Großbritannien: „Mays Tage sind gezählt“
Premierministerin Theresa May steht unter Druck. Boris Johnson plant angeblich ihre Ablösung und die zunächst gemeldete Einigung mit der nordirischen DUP musste dementiert werden.
Nach ihrer Wahlniederlage nimmt der Druck auf die britische Premierministerin Theresa May massiv zu. Der frühere Tory-Finanzminister George Osborne sagte am Sonntag der BBC, Mays Tage seien gezählt, die einzige Frage sei, „wie lange sie noch im Todestrakt“ sitze. Anders als zunächst verkündet musste Downing Street zudem richtigstellen, dass die Bildung einer von der nordirischen DUP unterstützten Minderheitsregierung noch nicht in trockenen Tüchern sei. Nachdem ein Sprecher Mays am Samstagabend bereits eine Vereinbarung zwischen den Tories und der rechten Democratic Unionist Party (DUP) verkündet hatte, ruderte Downing Street am Sonntagmorgen zurück. „Die Premierministerin hat am Abend mit der DUP gesprochen, um über den Abschluss einer Vereinbarung zu diskutieren, wenn das Parlament kommende Woche seine Arbeit wieder aufnimmt“, erklärte ein Sprecher. „Wir hoffen, dass der Vertrag zustande kommt.“
Die DUP erklärte, die Gespräche seien „bislang positiv“ verlaufen. May will nach dem Verlust ihrer absoluten Mehrheit im Unterhaus eine Minderheitsregierung bilden, die von der ultrakonservativen DUP unterstützt wird. Damit hätte sie eine hauchdünne Mehrheit. Mit 318 Abgeordneten fehlen den Tories acht Sitze zur absoluten Mehrheit. Die DUP mit ihren zehn Abgeordneten soll die künftige Regierung stützen – welche Zugeständnisse die Tories machen müssen, wurde zunächst nicht offiziell mitgeteilt.
Die DUP gilt als homophob
Eine Zusammenarbeit mit der als homophob geltenden DUP ist auch unter Tories umstritten. Gegründet wurde die nordirische Partei, die auch gegen Abtreibungen mobil macht, 1971 vom umstrittenen Protestantenführer Ian Paisley. Heute wird sie von der 46-jährigen Juristin Arlene Foster geführt. Eine Koalition mit der DUP würde auch die Neutralität Londons im Nordirlandkonflikt infrage stellen. Als weiteres Zeichen für Mays Schwächung traten am Samstag ihre Stabschefs Nick Timothy und Fiona Hill zurück. Medienberichten zufolge hatten führende Mitglieder der Tories Mays Verbleib im Amt vom Rücktritt ihrer Stabschefs abhängig gemacht. Timothy und Hill wurden Medienberichten zufolge zudem für eine „toxische“ Atmosphäre in der Regierungsmannschaft verantwortlich gemacht.

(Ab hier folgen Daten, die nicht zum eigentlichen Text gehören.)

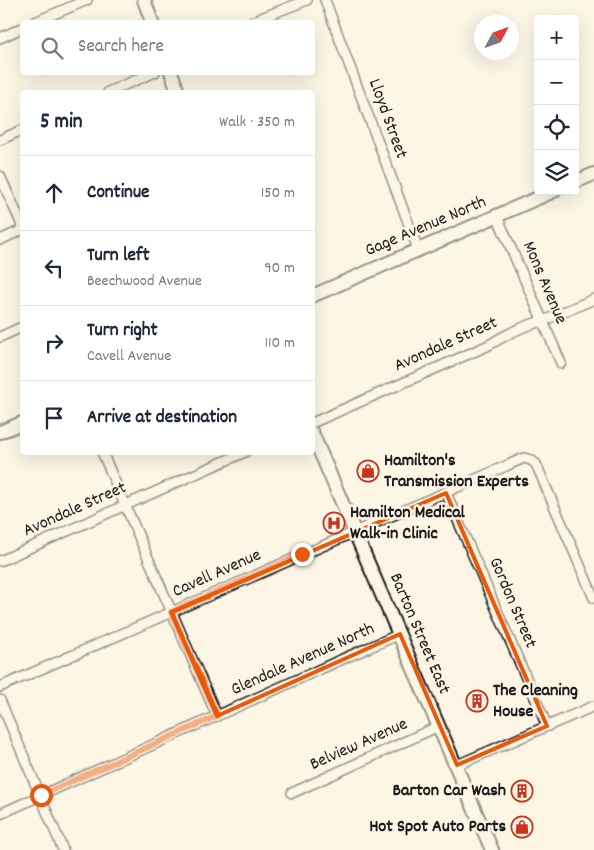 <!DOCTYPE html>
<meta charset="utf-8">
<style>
body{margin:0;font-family:Dekko,sans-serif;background:#f6f6f7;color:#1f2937}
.controls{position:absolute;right:15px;top:15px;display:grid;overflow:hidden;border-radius:5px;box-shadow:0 5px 20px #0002}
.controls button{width:45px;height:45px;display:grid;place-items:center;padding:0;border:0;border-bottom:1px solid #e0e1e3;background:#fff;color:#1f2937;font:25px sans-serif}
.compass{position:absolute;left:474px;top:15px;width:45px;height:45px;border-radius:50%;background:#fff;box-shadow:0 5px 20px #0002;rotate:49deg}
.stop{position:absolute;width:15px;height:15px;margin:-11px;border:4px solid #ea580c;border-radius:50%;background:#fff}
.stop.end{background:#ea580c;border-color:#fff;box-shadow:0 1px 5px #0008}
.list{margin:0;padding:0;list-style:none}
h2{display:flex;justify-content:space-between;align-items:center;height:65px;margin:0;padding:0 20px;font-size:21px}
h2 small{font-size:16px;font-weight:400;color:#747a83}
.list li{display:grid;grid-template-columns:32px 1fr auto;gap:15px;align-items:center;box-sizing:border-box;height:75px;padding:0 20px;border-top:1px solid #e0e1e3}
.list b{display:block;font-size:19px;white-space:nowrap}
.list p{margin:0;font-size:16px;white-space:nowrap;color:#747a83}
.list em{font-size:16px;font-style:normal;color:#747a83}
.icon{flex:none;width:28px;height:28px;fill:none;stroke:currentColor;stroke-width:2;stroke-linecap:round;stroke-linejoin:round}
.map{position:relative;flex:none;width:594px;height:850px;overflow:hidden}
.search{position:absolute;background:#fff;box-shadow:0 5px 20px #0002;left:20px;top:20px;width:295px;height:55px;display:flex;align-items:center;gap:12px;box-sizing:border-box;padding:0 18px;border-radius:5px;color:#747a83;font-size:19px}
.panel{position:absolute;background:#fff;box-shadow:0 5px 20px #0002;left:20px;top:90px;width:295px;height:365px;border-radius:5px}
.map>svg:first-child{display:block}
</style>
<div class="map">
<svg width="594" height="850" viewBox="0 0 594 850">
<rect width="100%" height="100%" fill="#fcf5e5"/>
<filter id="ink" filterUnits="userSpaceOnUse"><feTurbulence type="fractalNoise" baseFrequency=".02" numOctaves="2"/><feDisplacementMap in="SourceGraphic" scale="10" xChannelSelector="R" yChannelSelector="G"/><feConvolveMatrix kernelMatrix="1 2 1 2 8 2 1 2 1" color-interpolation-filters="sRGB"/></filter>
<g filter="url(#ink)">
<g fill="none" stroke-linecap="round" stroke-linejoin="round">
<!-- street casing -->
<g stroke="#1c1c1c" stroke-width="12">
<g id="street">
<path d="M325 0 418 249"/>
<path d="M35 22 87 0"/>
<path d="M251 22 307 0"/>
<path d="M0 38 22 28"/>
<path d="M108 92 155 72"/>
<path d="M0 140 22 130"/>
<path d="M0 176 22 225"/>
<path d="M497 216 561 363"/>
<path d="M0 240 22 230"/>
<path d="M0 337 22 327"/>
<path d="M312 423 489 345C505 335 525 325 543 321L594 299"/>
<path d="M102 452 217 716"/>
<path d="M446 493 547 726"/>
<path d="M0 561 245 452"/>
<path d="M0 687 524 458 531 460 536 464 594 598"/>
<path d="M0 700 63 850"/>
<path d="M457 765 594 706"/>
<path d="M292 793 439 726"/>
<path d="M0 814 347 657 400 634"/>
</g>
</g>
<!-- secondary casing -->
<g stroke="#1c1c1c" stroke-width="16">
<g id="secondary">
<path d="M144 0 152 22"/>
<path d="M171 72 178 92"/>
<path d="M575 182 594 174"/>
<path d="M312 296 554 191"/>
<path d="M0 432 22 423"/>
<path d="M312 433 492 850"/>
</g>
</g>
<!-- street -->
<use href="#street" stroke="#fcf5e5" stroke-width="9"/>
<!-- secondary -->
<use href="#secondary" stroke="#fcf5e5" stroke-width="12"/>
</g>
</g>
<g fill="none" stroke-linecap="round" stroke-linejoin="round" filter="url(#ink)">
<!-- route -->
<path stroke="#ea580c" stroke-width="6" d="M41 795 217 716 171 612 302 554"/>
</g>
<!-- marked area -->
<path d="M0 0H594V850H0ZM446 493 547 726 457 765 400 634 217 716 171 612Z" fill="#fcf5e5" fill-opacity=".55" fill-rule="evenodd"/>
<path fill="none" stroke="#e8590c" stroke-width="4" stroke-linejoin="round" d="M446 493 547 726 457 765 400 634 217 716 171 612Z"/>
<!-- icons -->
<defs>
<g id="shop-ring" transform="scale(1.125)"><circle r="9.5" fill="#fcf5e5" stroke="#c8321e" stroke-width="1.5"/><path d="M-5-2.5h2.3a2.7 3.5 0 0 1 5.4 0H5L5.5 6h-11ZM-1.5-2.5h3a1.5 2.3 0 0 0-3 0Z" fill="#c8321e"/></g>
<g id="hospital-ring" transform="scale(1.125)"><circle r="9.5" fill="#fcf5e5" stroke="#c8321e" stroke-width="1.5"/><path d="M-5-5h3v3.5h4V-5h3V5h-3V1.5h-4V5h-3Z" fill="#c8321e"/></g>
<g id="building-ring" transform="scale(1.125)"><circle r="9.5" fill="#fcf5e5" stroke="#c8321e" stroke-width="1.5"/><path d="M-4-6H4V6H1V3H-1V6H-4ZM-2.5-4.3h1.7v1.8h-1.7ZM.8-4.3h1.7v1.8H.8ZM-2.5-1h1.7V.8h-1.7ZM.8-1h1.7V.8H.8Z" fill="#c8321e"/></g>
</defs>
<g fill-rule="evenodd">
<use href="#shop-ring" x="368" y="471"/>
<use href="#hospital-ring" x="334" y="523"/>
<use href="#building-ring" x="477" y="701"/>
<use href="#building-ring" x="522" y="791"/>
<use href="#shop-ring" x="522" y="827"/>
</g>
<g text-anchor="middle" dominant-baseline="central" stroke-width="5" stroke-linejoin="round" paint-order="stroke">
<!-- street labels -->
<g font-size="18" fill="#1c1c1c" stroke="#fcf5e5">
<text transform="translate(387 119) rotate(70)">Lloyd Street</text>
<text transform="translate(426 227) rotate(-23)">Gage Avenue North</text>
<text transform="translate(544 283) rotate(67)">Mons Avenue</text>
<text transform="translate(446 345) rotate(-24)">Avondale Street</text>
<text transform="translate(75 510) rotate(-24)">Avondale Street</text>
<text transform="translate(217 574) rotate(-24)">Cavell Avenue</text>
<text transform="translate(512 603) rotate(67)">Gordon Street</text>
<text transform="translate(419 634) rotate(67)">Barton Street East</text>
<text transform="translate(303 660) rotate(-24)">Glendale Avenue North</text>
<text transform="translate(359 745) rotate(-24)">Belview Avenue</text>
</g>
<!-- poi labels -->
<g font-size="18" font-weight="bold" fill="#1c1c1c" stroke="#fcf5e5" text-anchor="start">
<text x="384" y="461">Hamilton's<tspan x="384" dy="21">Transmission Experts</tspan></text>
<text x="350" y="513">Hamilton Medical<tspan x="350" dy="21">Walk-in Clinic</tspan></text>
<text x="493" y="691">The Cleaning<tspan x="493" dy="21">House</tspan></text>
<text x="506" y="791" text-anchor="end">Barton Car Wash</text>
<text x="506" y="827" text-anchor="end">Hot Spot Auto Parts</text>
</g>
</g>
</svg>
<div class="controls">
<button>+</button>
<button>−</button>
<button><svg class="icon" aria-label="locate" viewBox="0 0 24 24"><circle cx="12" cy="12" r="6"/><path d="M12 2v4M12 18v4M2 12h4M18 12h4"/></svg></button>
<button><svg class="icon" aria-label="layers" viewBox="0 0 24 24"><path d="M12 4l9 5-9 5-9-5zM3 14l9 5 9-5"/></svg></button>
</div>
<svg class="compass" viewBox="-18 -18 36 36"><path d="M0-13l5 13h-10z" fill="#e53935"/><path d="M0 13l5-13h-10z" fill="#747a83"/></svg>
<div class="stop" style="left:41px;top:795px"></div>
<div class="stop end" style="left:302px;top:554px"></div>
<div class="search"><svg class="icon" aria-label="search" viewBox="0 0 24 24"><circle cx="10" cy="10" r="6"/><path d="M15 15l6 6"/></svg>Search here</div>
<section class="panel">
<h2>5 min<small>Walk · 350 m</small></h2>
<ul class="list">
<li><svg class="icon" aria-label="ahead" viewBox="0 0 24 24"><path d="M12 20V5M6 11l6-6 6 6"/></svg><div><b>Continue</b></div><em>150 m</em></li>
<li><svg class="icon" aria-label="left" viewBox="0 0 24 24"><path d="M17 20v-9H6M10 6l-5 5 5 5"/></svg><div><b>Turn left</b><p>Beechwood Avenue</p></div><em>90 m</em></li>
<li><svg class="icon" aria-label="right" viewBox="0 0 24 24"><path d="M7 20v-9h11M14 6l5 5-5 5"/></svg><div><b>Turn right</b><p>Cavell Avenue</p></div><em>110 m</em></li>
<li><svg class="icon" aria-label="arrive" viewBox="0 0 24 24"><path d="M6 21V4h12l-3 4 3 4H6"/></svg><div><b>Arrive at destination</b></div></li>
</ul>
</section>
</div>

In den britischen Medien steht die Premierministerin massiv in der Kritik. „Sie ist erledigt“, titelte die rechte Boulevard-Zeitung „The Sun“ am Samstag. „May blickt in den Abgrund“ lautete die Schlagzeile der „Times“, „Die Tories wenden sich gegen Theresa“, schrieb die konservative „Daily Mail“.
Das neu gewählte Unterhaus soll am Dienstag zusammentreten. Am 19. Juni sollen die Brexit-Verhandlungen beginnen. Unklar ist, ob der Termin eingehalten wird. Mays Büro erklärte am späten Samstagabend, die Premierministerin habe in einem Telefonat mit Bundeskanzlerin Angela Merkel (CDU) bestätigt, dass Großbritannien die Gespräche über den EU-Austritt „wie geplant in den nächsten Wochen“ beginnen wolle.
Die „Mail on Sunday“ berichtete unterdessen, Außenminister Boris Johnson plane, Mays Ablösung zu beantragen. Laut „Sunday Times“ drängen fünf Kabinettsmitglieder Johnson dazu. Johnson dementierte die Berichte. (AFP)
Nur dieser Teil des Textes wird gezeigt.